» **TO DO**:
Only one number is wanted here: how many lines of the data hold "scale".

» **GIVEN RECORDS**:

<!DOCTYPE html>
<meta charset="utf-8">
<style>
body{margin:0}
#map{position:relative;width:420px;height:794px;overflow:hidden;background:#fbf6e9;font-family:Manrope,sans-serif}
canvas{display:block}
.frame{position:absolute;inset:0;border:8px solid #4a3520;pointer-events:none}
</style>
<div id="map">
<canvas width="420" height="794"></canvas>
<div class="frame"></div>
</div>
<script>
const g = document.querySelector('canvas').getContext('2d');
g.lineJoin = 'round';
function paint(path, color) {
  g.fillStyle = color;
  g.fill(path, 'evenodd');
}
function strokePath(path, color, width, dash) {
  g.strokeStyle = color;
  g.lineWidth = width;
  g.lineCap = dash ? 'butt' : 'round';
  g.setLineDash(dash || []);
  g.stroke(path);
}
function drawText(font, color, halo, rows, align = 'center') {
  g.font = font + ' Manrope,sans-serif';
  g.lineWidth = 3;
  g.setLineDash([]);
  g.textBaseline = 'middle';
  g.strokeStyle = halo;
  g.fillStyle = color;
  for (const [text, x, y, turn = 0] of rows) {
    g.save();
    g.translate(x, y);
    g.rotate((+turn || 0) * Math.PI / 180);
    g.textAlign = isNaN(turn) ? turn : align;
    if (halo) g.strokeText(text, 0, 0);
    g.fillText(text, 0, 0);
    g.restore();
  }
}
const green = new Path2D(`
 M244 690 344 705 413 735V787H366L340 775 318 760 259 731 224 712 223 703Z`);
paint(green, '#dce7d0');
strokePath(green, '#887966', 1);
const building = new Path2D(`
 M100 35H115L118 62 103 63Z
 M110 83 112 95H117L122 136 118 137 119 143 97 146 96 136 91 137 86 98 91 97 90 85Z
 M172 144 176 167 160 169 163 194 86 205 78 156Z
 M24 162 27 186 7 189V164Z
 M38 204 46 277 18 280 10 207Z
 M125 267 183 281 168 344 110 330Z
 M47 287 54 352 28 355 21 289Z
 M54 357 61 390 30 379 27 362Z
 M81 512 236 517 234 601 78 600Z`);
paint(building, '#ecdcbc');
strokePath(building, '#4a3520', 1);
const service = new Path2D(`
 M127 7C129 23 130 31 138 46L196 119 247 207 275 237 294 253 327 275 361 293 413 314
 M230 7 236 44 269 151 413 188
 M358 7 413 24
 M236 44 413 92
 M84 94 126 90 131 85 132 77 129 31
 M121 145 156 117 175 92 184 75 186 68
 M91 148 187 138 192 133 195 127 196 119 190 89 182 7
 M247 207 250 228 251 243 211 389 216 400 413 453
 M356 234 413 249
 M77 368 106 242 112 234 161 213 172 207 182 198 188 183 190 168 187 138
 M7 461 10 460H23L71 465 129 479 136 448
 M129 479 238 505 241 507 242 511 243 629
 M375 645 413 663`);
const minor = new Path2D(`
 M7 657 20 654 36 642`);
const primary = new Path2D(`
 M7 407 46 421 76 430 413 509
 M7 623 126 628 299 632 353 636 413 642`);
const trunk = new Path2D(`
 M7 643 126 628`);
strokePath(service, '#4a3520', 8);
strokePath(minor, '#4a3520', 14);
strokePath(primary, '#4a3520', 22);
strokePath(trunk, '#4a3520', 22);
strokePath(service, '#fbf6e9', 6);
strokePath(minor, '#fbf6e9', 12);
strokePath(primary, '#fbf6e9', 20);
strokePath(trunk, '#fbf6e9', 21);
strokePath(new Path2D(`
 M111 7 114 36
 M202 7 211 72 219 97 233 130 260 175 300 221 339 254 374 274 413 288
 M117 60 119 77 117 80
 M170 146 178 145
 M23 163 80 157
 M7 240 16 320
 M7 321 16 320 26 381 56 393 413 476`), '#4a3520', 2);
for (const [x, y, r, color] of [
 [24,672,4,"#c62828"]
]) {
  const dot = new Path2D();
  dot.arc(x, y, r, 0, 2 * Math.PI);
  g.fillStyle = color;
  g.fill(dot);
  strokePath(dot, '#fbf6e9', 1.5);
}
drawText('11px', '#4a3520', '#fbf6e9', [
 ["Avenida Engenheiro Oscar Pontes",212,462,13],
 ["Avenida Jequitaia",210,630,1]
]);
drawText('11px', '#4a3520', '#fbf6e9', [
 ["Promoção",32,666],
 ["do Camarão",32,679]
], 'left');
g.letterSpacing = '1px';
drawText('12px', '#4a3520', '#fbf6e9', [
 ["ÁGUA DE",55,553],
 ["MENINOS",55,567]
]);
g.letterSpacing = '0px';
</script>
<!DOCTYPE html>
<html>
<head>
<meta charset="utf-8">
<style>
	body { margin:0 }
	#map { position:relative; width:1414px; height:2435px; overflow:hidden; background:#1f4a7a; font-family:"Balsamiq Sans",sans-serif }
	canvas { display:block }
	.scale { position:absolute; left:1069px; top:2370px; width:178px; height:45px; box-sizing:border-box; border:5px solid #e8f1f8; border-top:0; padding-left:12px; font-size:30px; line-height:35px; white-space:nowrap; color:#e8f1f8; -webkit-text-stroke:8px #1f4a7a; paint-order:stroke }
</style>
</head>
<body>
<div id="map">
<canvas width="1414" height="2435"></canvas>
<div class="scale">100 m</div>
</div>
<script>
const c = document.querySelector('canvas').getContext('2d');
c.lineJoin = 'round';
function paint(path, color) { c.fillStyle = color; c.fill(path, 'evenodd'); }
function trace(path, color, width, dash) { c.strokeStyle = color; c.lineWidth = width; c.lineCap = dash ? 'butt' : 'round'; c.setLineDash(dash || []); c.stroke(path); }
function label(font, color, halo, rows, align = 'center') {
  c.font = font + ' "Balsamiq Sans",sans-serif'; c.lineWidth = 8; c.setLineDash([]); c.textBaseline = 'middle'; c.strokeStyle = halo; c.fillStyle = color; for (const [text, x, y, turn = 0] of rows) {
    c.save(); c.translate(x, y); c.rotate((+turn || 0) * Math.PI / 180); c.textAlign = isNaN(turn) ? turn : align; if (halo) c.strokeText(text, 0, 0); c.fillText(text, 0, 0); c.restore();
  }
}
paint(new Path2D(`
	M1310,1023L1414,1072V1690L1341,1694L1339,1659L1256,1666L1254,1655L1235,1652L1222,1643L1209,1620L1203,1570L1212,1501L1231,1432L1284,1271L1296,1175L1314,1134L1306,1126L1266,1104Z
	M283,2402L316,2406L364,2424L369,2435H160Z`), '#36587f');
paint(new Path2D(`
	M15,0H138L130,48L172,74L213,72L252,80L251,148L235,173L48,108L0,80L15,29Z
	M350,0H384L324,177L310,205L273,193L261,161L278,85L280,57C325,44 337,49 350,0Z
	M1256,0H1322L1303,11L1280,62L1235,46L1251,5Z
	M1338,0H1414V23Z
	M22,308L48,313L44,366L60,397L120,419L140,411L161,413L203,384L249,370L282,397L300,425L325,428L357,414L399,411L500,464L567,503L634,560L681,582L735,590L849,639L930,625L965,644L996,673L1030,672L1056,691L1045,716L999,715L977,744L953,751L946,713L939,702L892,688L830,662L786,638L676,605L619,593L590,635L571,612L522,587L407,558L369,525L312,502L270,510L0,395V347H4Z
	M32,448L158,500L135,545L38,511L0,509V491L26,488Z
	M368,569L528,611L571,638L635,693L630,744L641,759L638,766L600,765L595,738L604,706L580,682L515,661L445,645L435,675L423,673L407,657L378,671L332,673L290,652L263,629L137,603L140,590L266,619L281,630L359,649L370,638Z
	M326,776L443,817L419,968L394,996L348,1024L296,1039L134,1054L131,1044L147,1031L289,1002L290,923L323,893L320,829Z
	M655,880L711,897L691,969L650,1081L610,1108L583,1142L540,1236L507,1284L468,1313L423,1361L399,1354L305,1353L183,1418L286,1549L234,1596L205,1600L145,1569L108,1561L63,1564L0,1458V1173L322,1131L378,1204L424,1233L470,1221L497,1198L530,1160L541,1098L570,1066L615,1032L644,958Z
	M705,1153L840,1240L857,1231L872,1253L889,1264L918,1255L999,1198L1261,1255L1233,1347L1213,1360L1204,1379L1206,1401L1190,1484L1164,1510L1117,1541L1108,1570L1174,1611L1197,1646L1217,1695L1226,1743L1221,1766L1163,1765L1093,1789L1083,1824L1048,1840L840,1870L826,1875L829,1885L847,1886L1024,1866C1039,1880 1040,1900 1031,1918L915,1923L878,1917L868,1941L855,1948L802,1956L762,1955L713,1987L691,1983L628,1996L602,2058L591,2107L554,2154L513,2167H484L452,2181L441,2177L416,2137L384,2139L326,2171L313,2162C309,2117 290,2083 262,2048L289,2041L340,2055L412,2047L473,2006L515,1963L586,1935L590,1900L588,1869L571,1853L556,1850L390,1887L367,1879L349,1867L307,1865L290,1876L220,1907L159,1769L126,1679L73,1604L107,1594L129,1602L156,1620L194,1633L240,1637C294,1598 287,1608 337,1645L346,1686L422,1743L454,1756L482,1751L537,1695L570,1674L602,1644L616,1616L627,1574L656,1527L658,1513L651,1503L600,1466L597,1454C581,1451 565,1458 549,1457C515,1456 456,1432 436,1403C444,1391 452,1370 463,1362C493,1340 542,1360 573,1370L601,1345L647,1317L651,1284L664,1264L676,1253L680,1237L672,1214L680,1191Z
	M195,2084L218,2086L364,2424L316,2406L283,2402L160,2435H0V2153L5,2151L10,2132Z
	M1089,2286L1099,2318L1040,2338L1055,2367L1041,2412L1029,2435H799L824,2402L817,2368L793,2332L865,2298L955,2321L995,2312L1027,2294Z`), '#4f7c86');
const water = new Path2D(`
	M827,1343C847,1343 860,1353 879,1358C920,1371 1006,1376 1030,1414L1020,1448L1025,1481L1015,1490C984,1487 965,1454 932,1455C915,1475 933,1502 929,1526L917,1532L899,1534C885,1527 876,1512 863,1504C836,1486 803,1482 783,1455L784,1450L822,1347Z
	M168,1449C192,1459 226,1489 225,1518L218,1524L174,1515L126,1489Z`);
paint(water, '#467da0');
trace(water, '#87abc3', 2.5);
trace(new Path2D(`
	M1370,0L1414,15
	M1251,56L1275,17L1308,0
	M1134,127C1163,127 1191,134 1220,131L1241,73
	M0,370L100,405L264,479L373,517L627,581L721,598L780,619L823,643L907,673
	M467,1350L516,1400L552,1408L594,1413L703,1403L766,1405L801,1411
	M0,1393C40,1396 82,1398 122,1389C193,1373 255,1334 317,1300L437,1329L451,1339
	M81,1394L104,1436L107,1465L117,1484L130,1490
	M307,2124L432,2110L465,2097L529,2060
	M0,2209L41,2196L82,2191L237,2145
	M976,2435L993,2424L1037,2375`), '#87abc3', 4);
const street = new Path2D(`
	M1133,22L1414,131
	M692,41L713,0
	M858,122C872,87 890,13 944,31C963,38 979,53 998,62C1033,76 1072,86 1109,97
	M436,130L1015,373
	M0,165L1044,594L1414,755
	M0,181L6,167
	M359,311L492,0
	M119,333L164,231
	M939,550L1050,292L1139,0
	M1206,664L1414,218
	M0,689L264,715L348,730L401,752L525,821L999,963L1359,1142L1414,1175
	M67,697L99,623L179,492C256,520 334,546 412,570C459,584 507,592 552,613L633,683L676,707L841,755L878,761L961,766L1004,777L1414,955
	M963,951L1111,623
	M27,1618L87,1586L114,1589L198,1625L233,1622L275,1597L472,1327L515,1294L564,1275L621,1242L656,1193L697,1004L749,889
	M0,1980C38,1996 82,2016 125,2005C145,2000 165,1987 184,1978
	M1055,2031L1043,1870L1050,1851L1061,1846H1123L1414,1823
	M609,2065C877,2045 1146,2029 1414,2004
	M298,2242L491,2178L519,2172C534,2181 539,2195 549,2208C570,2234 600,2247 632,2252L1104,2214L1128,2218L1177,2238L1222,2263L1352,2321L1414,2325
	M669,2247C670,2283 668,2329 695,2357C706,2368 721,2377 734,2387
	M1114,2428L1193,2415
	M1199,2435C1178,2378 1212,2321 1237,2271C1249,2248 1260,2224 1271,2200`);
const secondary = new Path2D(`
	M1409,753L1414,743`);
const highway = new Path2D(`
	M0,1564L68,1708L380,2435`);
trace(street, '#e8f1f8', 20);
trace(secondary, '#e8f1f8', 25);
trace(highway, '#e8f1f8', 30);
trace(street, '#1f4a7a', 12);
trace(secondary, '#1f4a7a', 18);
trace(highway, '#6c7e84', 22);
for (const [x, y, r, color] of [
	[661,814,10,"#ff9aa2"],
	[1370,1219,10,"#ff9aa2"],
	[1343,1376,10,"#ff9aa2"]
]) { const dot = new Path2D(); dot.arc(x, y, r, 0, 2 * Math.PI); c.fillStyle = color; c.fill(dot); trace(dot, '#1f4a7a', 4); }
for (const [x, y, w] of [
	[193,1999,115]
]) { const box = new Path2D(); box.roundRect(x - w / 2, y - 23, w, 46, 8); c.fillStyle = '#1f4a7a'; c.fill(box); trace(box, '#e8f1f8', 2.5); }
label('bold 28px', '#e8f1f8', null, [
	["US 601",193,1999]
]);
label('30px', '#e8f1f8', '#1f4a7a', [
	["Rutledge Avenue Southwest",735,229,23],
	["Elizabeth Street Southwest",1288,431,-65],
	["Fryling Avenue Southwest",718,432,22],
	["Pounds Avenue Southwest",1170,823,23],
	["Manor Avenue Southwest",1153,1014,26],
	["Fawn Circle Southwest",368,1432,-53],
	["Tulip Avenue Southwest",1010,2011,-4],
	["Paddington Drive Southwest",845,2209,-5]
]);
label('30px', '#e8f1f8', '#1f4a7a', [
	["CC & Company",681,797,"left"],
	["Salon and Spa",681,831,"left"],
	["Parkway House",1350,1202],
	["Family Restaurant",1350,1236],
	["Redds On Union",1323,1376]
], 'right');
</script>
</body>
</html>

» **EXPECTED ANSWER**:
2